> **DATASET RECORDS**:
# # # # # # #

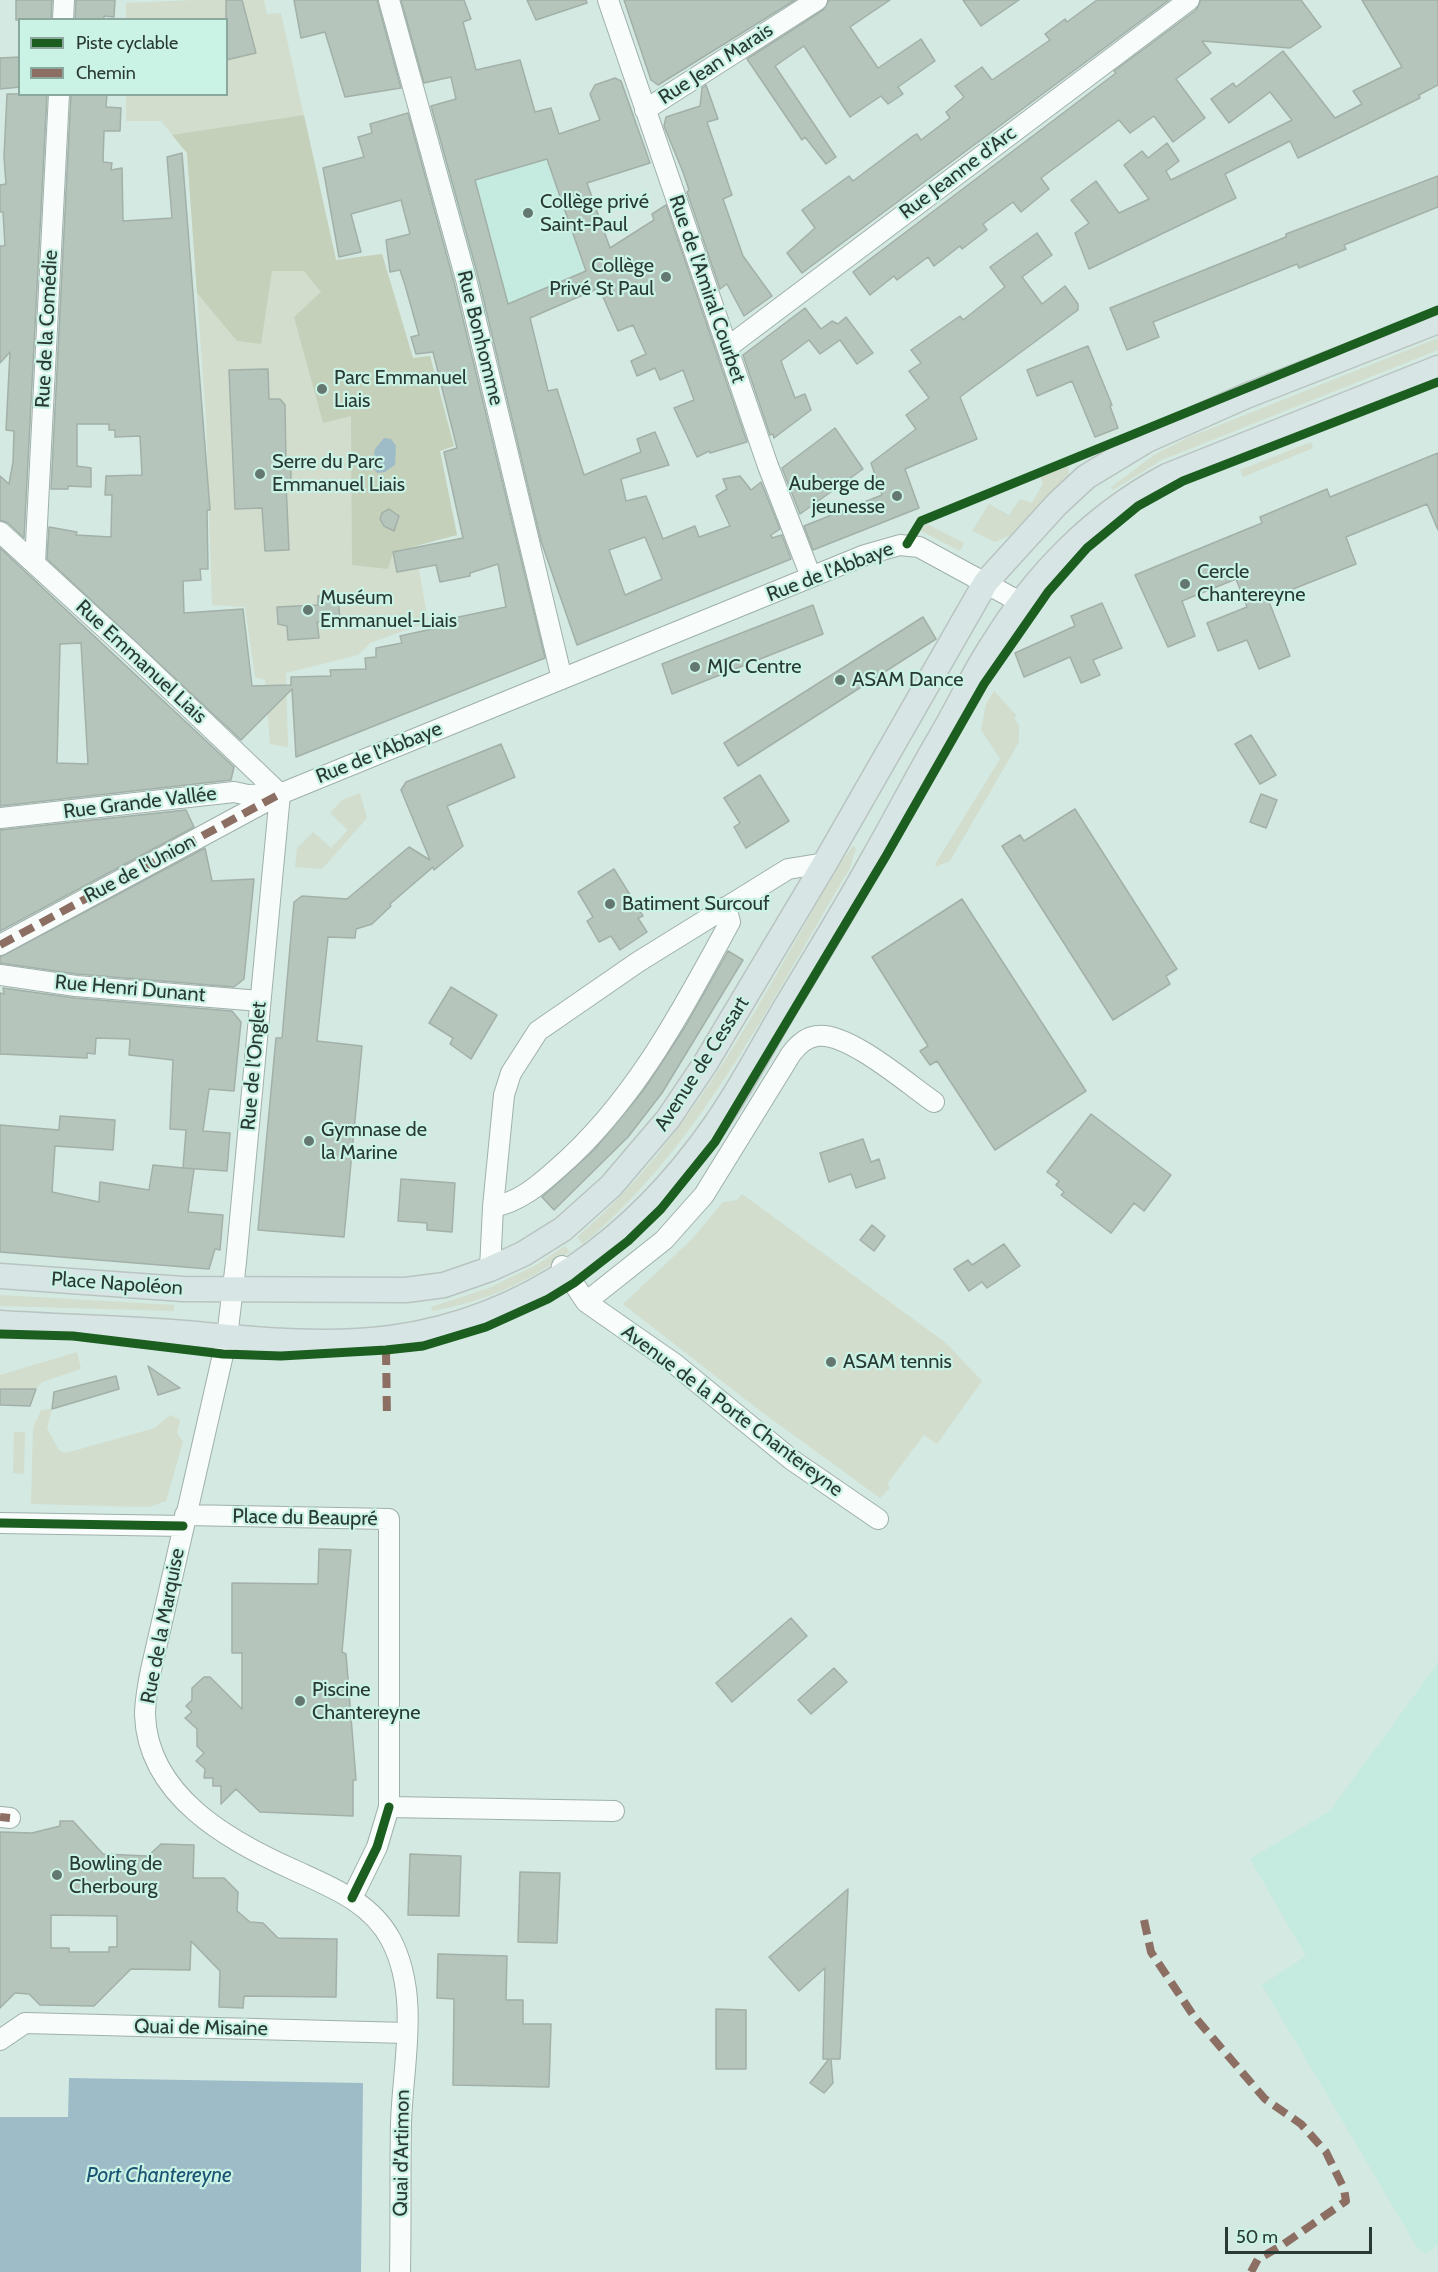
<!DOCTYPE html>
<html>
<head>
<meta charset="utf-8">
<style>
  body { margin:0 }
  #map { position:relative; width:1438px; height:2272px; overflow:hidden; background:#d3e9e2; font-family:Cabin,sans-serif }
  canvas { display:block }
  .legend { position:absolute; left:18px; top:18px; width:210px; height:78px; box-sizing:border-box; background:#caf2e5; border:2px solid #8aa89e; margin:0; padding:8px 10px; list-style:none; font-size:18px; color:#293934 }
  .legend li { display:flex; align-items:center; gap:12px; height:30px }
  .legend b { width:30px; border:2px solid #8aa89e }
  .scale { position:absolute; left:1225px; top:2227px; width:147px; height:27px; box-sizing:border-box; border:3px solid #293934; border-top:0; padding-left:8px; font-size:18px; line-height:21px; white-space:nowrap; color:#293934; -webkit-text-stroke:4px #caf2e5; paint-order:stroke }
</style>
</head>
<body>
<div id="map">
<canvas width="1438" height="2272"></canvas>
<ul class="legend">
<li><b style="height:8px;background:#1b5e20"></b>Piste cyclable</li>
<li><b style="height:8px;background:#8d6e63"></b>Chemin</li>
</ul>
<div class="scale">50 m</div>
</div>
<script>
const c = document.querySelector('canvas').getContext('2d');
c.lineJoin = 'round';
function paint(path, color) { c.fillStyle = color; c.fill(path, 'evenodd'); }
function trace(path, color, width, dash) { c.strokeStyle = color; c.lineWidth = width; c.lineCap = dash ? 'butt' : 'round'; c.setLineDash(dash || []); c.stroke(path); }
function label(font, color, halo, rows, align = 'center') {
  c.font = font + ' Cabin,sans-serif'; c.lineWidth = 4.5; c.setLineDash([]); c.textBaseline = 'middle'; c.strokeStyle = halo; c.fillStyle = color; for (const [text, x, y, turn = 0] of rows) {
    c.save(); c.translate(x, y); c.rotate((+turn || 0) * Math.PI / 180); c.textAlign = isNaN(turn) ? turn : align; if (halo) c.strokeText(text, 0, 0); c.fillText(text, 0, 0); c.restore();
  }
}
paint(new Path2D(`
  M615 78 621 81 643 145 582 166 632 308 612 317 598 285 489 333 437 140 551 108 560 140 585 133 583 125 605 118 594 105 590 93Z
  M1438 1663V2244L1432 2250 1424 2253 1417 2247 1262 1985 1306 1956 1250 1859 1330 1811Z`), '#c5eadf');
paint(new Path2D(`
  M195 0H264L267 14 281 13 336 260 382 254 413 358 430 356 454 446 440 451 457 535 415 545 428 622 370 643 358 655 286 673 288 747 270 744 265 680 255 677 245 607 212 605 206 420 187 153 161 121H126V95L226 94V20L126 19V3Z
  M1438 338V350L1162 460 1113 490 1111 487 1154 455 1187 438Z
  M1311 442 1313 448 1243 477 1240 470Z
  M1068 465 1069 476 1012 540 1008 536 995 542 972 531 989 504 1009 515 1020 499 1032 503 1043 483 1040 476Z
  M925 523 964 543 960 551 921 531Z
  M994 691 1017 716 1014 718 1019 725V742L950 861 935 867 937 861 1000 759 981 730 986 704Z
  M360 793 367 818 322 869 295 867 297 848 313 832 331 848 348 830 330 813 342 800Z
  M853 846 856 848 850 868C772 998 701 1146 583 1244L577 1237C695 1137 763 995 840 863Z
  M742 1194 946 1343 982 1381 937 1444 924 1435 887 1484 890 1488 880 1498 759 1410 623 1304 691 1240 723 1202 737 1200Z
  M565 1246 570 1252C530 1281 482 1303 432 1311L431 1307 489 1288 538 1264Z
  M0 1295 174 1305V1311L0 1306Z
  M77 1352 81 1369 42 1382 36 1389H0V1375Z
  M52 1409 47 1428 59 1450 66 1453 155 1428 170 1415 180 1420 177 1433 183 1442 166 1501 149 1507 31 1504 33 1428 41 1410Z
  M14 1432H25L24 1474 13 1473Z`), '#d2ddcd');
paint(new Path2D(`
  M304 115 336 260 382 254 413 358 430 356 454 446 440 451 457 535 393 552 388 569 352 565 351 416 323 423 294 317 321 292 304 271H272L261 344 237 341 197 293 187 153 172 135Z`), '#c5d0ba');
paint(new Path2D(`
  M384 438 391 439 396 446 395 465 385 472 377 473 372 466 375 449Z
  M69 2078 363 2083 361 2272H0V2117H68Z`), '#9ebcc8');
const building = new Path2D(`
  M16 0H52L51 20H16Z
  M76 0H115L114 17 104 16V20H75Z
  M226 0H242L256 53 226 60Z
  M294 0H377L401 88 345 97 325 32 301 38Z
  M401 0H464L471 19 463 22 476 70 520 60 535 112 551 108 559 134 600 120 590 94 595 85 615 78 621 81 650 163 587 183 610 248 654 220 652 214 666 205 747 442 710 453 709 451 697 457 674 408 694 400 683 370 660 380 655 368 637 376 631 361 646 354 633 325 618 331 599 288 530 318 548 391 557 389 584 475 641 452 637 439 655 432 669 465 621 479 626 501 646 496 663 539 695 526 699 537 730 526 716 496 727 489 723 479 740 476 751 490 761 482 780 529 771 535 772 538 782 535 791 559 577 645 541 541 478 276 431 106 456 99 451 77 424 83ZM547 159 586 271 508 304 475 180ZM645 537 662 579 625 595 609 550Z
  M527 0H586L587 3 536 20Z
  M624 0H795L658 85 651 80Z
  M829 0H890L850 27 878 68 921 39 935 61 898 87 903 94 888 104 881 96 850 117 804 46 775 66 836 157 826 164 805 137 802 140 747 59 823 10Z
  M963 0H1019L981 26Z
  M1097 0H1169L802 273 787 253 815 228 802 210 849 176 853 181 913 136 917 134 921 140 950 118 946 112 964 97 955 86 982 67 992 80 1050 40 1045 34 1065 19 1067 22Z
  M1201 0H1301L1321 27 1290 48 1202 41 1211 53 1176 79 1205 118 1173 142 1154 116 1130 133 1119 120 1041 178 1049 189 1021 212 1013 202 983 224 987 230 962 249 960 246 934 266 928 257 897 280 894 276 870 295 853 272 1116 73 1114 71 1196 10Z
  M1362 0H1438V85L1419 95 1420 98 1298 158 1290 141 1225 174 1236 198 1089 269 1075 233 1089 223 1071 200 1096 181 1119 213 1149 199 1124 165 1142 151 1148 158 1167 143 1179 161 1166 171 1171 180 1292 120 1270 92 1229 123 1211 99 1233 83 1236 87 1283 51 1335 118 1362 104 1353 91 1402 67Z
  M20 57V87L0 89V58Z
  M706 85 718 119 707 122 732 195 723 199 743 256 772 296 744 316 727 284 720 289 687 192 689 190 683 172 664 126 666 117 700 106 702 88Z
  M7 94H47L24 538 8 523 0 520V476L9 484 13 462 14 431 6 430 10 352 0 363V246H5L3 212H0V185L6 184 4 157Z
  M71 94H107L106 107 121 108 120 131H104L103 162 112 163 111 170 122 168 123 221 172 218 167 157 182 153 210 510H207L208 569H200L201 580 183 581 184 613 243 609 252 686 291 685V677L331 676 330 670 366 669 365 658 376 657V648L402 643 400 636 450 625 449 619 506 607 498 564 470 573V576L440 582 436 565 397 572 393 552 463 538 444 452 457 448 433 352 416 354 411 337 419 335 405 285 400 270 390 272 386 240 410 234 401 200 351 214 361 252 339 257 323 168 364 157 358 137 372 133 370 124 408 113 454 282 545 658 296 757 292 689 241 740 47 559 49 527 77 532 76 535 111 537 112 495H105L106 476 142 475 140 436 115 437V430H109V424H77V466L91 468V487L68 486V489H51Z
  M1438 176V207L1344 245 1346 249 1299 268 1297 264 1153 322 1159 337 1127 350 1110 308 1286 237V234Z
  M1037 233 1052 255 1022 277 1042 304 1065 286 1078 304V310L960 397 977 439 905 469 919 508 813 550 804 526 882 495 871 463 916 429 906 415 929 398 909 371 921 363 911 350 960 316 963 320 1005 287 990 267Z
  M805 308 821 329 832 321 838 324 846 317 873 353 857 364 840 340 820 354 809 340 781 361 795 398 805 394 811 410 774 438 773 434 770 435 743 355Z
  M1088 346 1112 405 1110 406 1118 428 1095 437 1072 381 1037 396 1027 370Z
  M268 369 269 399H280L285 405 286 466 291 470V478L286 483 289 550 265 551 262 508 235 509 229 370Z
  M835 428 863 469 800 514 782 468Z
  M1438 453V530L1427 504 1346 537 1356 564 1268 599 1290 656 1259 669 1247 640 1218 651 1207 623 1247 607 1236 579 1182 601 1195 636 1168 647 1135 575 1262 523 1260 517 1327 489 1330 497Z
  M389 509 399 516 394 531 384 526 380 519 382 513Z
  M0 548 234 767 231 780 0 806ZM81 643 88 764 57 763 60 644Z
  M338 595 340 621 317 622 319 638 288 640 287 626 278 624 277 607 318 605V596Z
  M1102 603 1122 648 1093 660 1100 675 1081 683 1070 657 1024 677 1015 653 1075 626 1071 616Z
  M813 605 823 634 672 694 662 664Z
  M923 617 936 639 738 766 724 743Z
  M1251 735 1276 775 1260 784 1235 744Z
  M501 744 515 777 447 806 463 846 434 870 433 867 390 904 391 906 372 924 356 929 355 938 328 937 317 1041 362 1046 344 1237 258 1230 276 1038H282L294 902 302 896 347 899 409 847 430 860 401 790 406 782Z
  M760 775 789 821 746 848 734 827 740 823 724 798Z
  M1261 794 1277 800 1266 828 1250 822Z
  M1075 809 1177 969 1166 976 1170 984 1113 1020 1002 846 1020 835 1024 841Z
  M186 810 194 827 0 931V830Z
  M205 848 212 881 254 879 244 979 234 987 77 974 0 963V957Z
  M614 869 643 916 638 918 647 932 620 950 611 936 599 942 587 921 593 917 578 892Z
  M962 899 1086 1091 995 1150 937 1061 930 1065 920 1051 928 1046 872 957Z
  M728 951 743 960 662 1093 628 1137 554 1210 542 1197 594 1150 643 1091 685 1027Z
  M451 987 497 1015 471 1059 450 1044 453 1038 429 1023Z
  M3 988 75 998 232 1011 241 1022 234 1091 209 1089 203 1131 230 1133 227 1171 183 1168 186 1130 170 1129 173 1060 129 1055 130 1039 96 1038 95 1054 87 1053V1058L0 1054V993L4 994Z
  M1091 1114 1171 1175 1144 1211 1134 1203 1111 1233 1061 1195 1064 1192 1056 1185 1059 1181 1047 1172Z
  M60 1116 115 1120 113 1150 55 1146 52 1192 99 1202 100 1182 149 1190 153 1165 194 1169 188 1212 223 1215 220 1250 215 1249 209 1269 0 1252V1125L59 1130Z
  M863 1139 871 1162 879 1159 885 1178 856 1188 851 1174 829 1182 820 1153Z
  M401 1179 455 1183 452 1232 427 1230V1223L398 1221Z
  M872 1225 885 1236 874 1251 860 1240Z
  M1004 1244 1020 1266 987 1288 982 1282 969 1291 954 1269 968 1260 972 1265Z
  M148 1366 180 1388 158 1395Z
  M116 1376 119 1389 52 1409 54 1392Z
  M0 1389H36L30 1406 0 1405Z
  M319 1549 351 1550 342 1652 346 1654 356 1780H353V1816L260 1812 236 1789 221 1804V1786H213V1778H204L205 1769 196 1761 204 1753 197 1746V1729L185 1718 192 1712 186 1706 192 1700V1688L204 1677H210L242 1709V1653H232V1583L318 1584Z
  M791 1618 807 1636 732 1702 716 1683Z
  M834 1668 847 1682 811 1714 798 1700Z
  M60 1821H73L103 1854 148 1856 161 1844 194 1845 193 1878H224L238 1892 237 1911 250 1922 263 1923 278 1938 337 1939 336 1997 244 1996 243 2008 219 2007 220 1971 191 1941 190 1970 131 1969 94 2006 40 2005 29 1994 15 1993 0 2008V1832L32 1833 60 1826ZM51 1915 117 1916V1947H109V1952H69V1948H51Z
  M410 1854 461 1856 459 1916 408 1915Z
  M520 1872 560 1873 557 1943 518 1942Z
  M848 1889 840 2059H831L833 2083 824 2093 810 2083 829 2059H823L825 1968 799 1991 769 1957Z
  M438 1954 507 1956 506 2000H523V2024H551L549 2087 453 2085 454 1999 437 1998Z
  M716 2009 746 2010V2069H716Z`);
paint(building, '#b6c5bc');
trace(building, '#a2b0a8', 1.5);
const minor = new Path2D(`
  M389 0 466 279 562 679
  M608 0 768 466 811 577
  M63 20 64 0
  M645 110 817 0
  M728 347 1189 0
  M0 532 129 650 280 794
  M35 563 59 94
  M280 794 236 1262 227 1337 151 1670C148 1685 145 1700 145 1715 148 1796 229 1841 294 1870 331 1887 371 1902 391 1940 420 1996 403 2062 401 2123 400 2172 401 2222 400 2272
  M0 818 234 792 248 795 274 794
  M0 945 280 794 865 555 900 545 919 547 1020 602
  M0 975 76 986 260 1001
  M493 1207C519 1202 538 1186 558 1168 635 1101 682 1010 730 922L726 907
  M562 1266 586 1302 675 1364 792 1460 878 1519
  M490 1269 493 1207 504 1095 511 1073 538 1031 638 962 788 869 825 863
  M586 1302 664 1240 704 1195 791 1054C797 1046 806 1037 817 1036 847 1031 908 1084 934 1102
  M185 1515 389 1519V1807L377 1847 352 1898
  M0 1523 183 1526
  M389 1807 614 1811
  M0 1817 10 1818
  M0 2040 25 2023 407 2033`);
const major = new Path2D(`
  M0 1276 183 1289 406 1290 444 1285 490 1269 523 1254 563 1229 611 1186 668 1119 705 1064 825 863 986 582 1057 504 1086 477 1147 440 1246 396 1438 321
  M0 1323C61 1327 123 1328 184 1333 253 1339 322 1347 391 1338 529 1319 637 1237 715 1125 741 1088 762 1047 785 1008 815 958 846 908 874 857 897 817 917 777 940 738 958 708 972 676 991 647 1034 576 1093 515 1167 476L1438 368`);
trace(minor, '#9fb0ab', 22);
trace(major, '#b9c4c1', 27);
trace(minor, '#f8fcfb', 20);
trace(major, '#d8e5e5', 24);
trace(new Path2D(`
  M0 945 280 794
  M386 1350 387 1419
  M0 1817 10 1818
  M1144 1920 1151 1952 1193 2015 1265 2099 1301 2124 1326 2152 1344 2189 1346 2201 1281 2246 1258 2259 1251 2272`), '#8d6e63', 8, [15, 8]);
trace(new Path2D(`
  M907 544 921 521 1438 310
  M0 1334 73 1336 223 1354 281 1356 386 1350 423 1346 486 1327 548 1299 574 1283 628 1241 661 1209 715 1142 886 856 984 684 1048 592 1087 548 1138 506 1183 481 1438 382
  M0 1523 183 1526
  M352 1898 377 1847 389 1807`), '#1b5e20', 9);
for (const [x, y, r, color] of [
  [528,213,6,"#647771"],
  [666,277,6,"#647771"],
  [322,389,6,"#647771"],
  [260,474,6,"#647771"],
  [897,496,6,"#647771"],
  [1185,584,6,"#647771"],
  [308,610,6,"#647771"],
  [695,667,6,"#647771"],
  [840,680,6,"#647771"],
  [610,904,6,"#647771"],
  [309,1141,6,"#647771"],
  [831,1362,6,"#647771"],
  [300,1701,6,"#647771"],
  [57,1875,6,"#647771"]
]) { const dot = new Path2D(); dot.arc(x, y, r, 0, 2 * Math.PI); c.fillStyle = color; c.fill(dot); trace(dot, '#caf2e5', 2); }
label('20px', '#293934', '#caf2e5', [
  ["Rue Jean Marais",716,64,-33],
  ["Rue Jeanne d'Arc",958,173,-37],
  ["Rue de l'Amiral Courbet",707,289,71],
  ["Rue de la Comédie",47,329,-87],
  ["Rue Bonhomme",480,338,76],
  ["Rue de l'Abbaye",830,572,-21],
  ["Rue Emmanuel Liais",141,662,43],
  ["Rue de l'Abbaye",379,753,-22],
  ["Rue Grande Vallée",140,803,-7],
  ["Rue de l'Union",140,869,-28],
  ["Rue Henri Dunant",130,989,5],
  ["Avenue de Cessart",702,1064,-57],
  ["Rue de l'Onglet",254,1066,-85],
  ["Place Napoléon",117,1284,4],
  ["Avenue de la Porte Chantereyne",732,1411,37],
  ["Place du Beaupré",305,1518,1],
  ["Rue de la Marquise",163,1626,-79],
  ["Quai de Misaine",201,2028,1],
  ["Quai d’Artimon",402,2153,-89]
]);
label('20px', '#293934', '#caf2e5', [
  ["Collège privé",540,202],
  ["Saint-Paul",540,225],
  ["Collège",654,266,"right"],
  ["Privé St Paul",654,289,"right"],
  ["Parc Emmanuel",334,378],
  ["Liais",334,401],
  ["Serre du Parc",272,462],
  ["Emmanuel Liais",272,485],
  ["Auberge de",885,484,"right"],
  ["jeunesse",885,507,"right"],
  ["Cercle",1197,572],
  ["Chantereyne",1197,595],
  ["Muséum",320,598],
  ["Emmanuel-Liais",320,621],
  ["MJC Centre",707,667],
  ["ASAM Dance",852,680],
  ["Batiment Surcouf",622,904],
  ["Gymnase de",321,1130],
  ["la Marine",321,1153],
  ["ASAM tennis",843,1362],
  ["Piscine",312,1690],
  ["Chantereyne",312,1713],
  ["Bowling de",69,1864],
  ["Cherbourg",69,1887]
], 'left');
label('italic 21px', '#1a5472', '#caf2e5', [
  ["Port Chantereyne",159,2176]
]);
</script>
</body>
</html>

# # # # # # #

> **TRY IT**:
Whenever a line of the data includes the word "canvas", show that line in full.

> **RESPONSE**:
  canvas { display:block }
<canvas width="1438" height="2272"></canvas>
const c = document.querySelector('canvas').getContext('2d');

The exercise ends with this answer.